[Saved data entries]
============

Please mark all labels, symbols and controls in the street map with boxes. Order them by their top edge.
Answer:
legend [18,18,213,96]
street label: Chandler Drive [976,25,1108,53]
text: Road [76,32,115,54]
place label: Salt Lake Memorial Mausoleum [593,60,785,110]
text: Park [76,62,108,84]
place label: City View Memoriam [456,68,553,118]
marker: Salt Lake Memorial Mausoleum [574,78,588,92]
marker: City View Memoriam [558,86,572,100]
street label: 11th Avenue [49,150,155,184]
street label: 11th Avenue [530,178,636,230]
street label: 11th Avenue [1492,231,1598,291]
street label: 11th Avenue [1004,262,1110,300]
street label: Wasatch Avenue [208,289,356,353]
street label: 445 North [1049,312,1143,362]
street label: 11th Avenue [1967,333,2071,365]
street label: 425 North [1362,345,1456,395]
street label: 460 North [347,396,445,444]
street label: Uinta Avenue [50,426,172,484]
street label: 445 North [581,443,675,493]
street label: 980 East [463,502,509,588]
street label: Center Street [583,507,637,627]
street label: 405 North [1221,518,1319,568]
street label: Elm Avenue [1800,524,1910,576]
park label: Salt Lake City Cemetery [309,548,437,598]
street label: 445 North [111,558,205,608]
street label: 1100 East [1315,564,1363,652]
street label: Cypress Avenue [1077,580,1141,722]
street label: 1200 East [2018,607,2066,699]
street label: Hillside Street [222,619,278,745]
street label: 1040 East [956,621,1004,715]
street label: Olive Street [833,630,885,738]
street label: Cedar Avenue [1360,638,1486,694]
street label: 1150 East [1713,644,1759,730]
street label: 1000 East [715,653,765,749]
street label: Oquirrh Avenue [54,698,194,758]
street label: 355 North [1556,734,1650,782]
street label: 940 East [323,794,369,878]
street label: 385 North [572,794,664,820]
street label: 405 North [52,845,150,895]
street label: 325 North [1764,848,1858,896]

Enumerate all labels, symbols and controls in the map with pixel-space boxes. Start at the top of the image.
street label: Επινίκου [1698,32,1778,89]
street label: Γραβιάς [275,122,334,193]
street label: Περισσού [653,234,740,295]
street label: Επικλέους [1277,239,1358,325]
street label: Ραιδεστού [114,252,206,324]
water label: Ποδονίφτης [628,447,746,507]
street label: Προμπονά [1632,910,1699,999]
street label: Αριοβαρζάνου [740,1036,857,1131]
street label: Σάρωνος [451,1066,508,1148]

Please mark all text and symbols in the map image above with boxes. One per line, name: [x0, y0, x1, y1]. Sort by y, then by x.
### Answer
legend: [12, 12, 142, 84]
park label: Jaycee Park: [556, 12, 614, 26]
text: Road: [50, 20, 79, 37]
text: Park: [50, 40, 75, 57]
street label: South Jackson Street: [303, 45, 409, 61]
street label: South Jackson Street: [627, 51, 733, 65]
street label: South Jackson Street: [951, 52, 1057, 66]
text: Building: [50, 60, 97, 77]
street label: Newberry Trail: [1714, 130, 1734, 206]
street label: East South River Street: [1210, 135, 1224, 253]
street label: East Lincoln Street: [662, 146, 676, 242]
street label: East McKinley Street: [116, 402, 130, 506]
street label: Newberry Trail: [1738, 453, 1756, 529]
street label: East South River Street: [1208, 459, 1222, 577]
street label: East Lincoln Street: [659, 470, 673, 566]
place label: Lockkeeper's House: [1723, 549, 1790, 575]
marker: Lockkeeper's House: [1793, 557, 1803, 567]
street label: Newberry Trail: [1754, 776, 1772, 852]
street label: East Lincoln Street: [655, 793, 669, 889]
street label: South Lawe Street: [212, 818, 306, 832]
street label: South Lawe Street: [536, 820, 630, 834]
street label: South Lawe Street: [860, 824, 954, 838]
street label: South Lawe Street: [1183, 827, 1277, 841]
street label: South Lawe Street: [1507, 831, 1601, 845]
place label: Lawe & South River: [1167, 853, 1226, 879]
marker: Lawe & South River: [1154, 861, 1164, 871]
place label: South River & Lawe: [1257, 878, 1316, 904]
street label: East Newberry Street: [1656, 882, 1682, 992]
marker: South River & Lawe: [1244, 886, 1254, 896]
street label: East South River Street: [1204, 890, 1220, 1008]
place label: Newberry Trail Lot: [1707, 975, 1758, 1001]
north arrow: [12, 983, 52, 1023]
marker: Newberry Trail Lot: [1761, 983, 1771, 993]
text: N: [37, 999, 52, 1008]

============

> **DIRECTIONS**
Show every line of the records above that contains the word "Newberry".

> **SOLUTION TO THIS PROBLEM**
street label: Newberry Trail: [1714, 130, 1734, 206]
street label: Newberry Trail: [1738, 453, 1756, 529]
street label: Newberry Trail: [1754, 776, 1772, 852]
street label: East Newberry Street: [1656, 882, 1682, 992]
place label: Newberry Trail Lot: [1707, 975, 1758, 1001]
marker: Newberry Trail Lot: [1761, 983, 1771, 993]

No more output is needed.